Methods And Materials: Patients with newly diagnosed glioblastoma undergoing standard chemoradiation treatment were enrolled in this prospective imaging study, with MET-PET scan performed within 3 days after surgical resection and again at 4 weeks after completion of chemoradiation. Near contemporaneous contrast-enhanced magnetic resonance imaging was performed within 2 weeks of each MET-PET scan. MET-PET imaging was analyzed for maximum standardized uptake value (SUV), SUVmean, and SUVvolume on a multimodality workstation.
Results: A total of 18 patients underwent baseline postoperative MET-PET imaging, 14 of whom underwent postchemoradiation MET-PET imaging. Among those who showed residual MET-avid disease on immediate postoperative MET-PET scans and underwent postchemoradiation MET-PET imaging (n = 10), mean ΔSUVmax was -40% (range -100% to 0%), mean ΔSUVmean was -35% (range -100% to 0%), and mean ΔSUV volume was -64% (range -100% to 0%).
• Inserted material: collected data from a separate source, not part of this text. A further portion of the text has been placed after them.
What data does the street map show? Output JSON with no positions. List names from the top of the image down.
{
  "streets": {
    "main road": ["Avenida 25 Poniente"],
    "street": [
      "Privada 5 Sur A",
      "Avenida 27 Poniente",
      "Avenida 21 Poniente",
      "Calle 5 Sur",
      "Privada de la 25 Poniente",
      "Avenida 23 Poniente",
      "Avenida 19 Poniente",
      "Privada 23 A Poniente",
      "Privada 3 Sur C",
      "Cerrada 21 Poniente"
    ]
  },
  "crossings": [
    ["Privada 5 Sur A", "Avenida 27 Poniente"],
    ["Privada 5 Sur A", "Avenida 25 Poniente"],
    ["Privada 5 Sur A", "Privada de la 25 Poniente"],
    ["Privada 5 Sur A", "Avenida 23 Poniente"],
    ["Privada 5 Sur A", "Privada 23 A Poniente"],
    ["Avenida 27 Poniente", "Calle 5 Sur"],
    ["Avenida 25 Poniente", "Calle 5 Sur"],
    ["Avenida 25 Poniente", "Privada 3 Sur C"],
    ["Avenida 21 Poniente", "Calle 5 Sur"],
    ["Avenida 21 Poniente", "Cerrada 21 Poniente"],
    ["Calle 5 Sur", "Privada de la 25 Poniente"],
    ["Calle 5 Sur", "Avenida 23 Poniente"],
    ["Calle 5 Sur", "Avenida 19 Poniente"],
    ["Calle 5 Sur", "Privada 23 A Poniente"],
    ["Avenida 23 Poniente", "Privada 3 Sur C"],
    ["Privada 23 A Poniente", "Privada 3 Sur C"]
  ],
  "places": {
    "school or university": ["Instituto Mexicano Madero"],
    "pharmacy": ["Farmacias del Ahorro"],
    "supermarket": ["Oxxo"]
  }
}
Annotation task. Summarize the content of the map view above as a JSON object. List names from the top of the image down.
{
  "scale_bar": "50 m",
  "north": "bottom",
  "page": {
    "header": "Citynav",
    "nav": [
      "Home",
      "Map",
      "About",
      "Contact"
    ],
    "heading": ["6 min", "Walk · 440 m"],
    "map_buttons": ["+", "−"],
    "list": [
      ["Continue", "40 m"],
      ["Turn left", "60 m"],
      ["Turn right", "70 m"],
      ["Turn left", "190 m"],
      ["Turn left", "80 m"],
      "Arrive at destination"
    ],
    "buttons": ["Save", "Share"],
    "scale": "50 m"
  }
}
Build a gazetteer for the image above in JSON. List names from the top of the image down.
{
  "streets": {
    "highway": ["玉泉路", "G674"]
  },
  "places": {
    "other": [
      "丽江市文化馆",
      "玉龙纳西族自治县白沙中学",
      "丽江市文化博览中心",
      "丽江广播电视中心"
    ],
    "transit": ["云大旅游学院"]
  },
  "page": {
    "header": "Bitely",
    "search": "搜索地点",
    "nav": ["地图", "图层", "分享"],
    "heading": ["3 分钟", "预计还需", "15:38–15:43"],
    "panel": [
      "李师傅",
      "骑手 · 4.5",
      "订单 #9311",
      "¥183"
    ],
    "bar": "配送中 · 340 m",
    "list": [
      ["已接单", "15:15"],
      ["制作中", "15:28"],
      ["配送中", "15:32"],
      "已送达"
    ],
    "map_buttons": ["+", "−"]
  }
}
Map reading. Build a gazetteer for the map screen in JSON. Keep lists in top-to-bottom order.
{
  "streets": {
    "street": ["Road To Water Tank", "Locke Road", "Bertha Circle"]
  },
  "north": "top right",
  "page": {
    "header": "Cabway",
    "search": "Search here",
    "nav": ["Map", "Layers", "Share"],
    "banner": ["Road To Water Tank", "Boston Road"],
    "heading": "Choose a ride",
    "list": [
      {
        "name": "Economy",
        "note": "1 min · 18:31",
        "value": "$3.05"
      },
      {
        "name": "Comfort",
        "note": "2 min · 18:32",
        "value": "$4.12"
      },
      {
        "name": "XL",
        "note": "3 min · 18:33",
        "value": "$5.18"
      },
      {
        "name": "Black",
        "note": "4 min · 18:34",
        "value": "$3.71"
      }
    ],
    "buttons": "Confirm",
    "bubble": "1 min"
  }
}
The Δtumor/brain reference was -40% (range -100% to 0%) using SUVmax and -35% (range -100% to 0%) using SUVmean. In contrast, none of the T2-weighted images on contrast-enhanced magnetic resonance imaging showed a >25% reduction in abnormal T2/fluid-attenuated inversion recovery signal on visual assessment. ΔSUVmax, ΔSUVmean, and ΔSUVvolume correlated with O6-methylguanine-DNA methyltransferase (MGMT) promoter methylation status (P = .01), but not with epidermal growth factor receptor or c-MET amplification status. All patients were IDH-1 wildtype.
Conclusions: MET-PET scanning shows a significant decrease in metabolic signal at 1 month after chemoradiation compared with the immediate postoperative period, even when T2/fluid-attenuated inversion recovery changed little. MGMT promoter methylation status further predicts differential metabolic responses. MET-PET may be a useful tool for delineation of radiation targets and assessment of response.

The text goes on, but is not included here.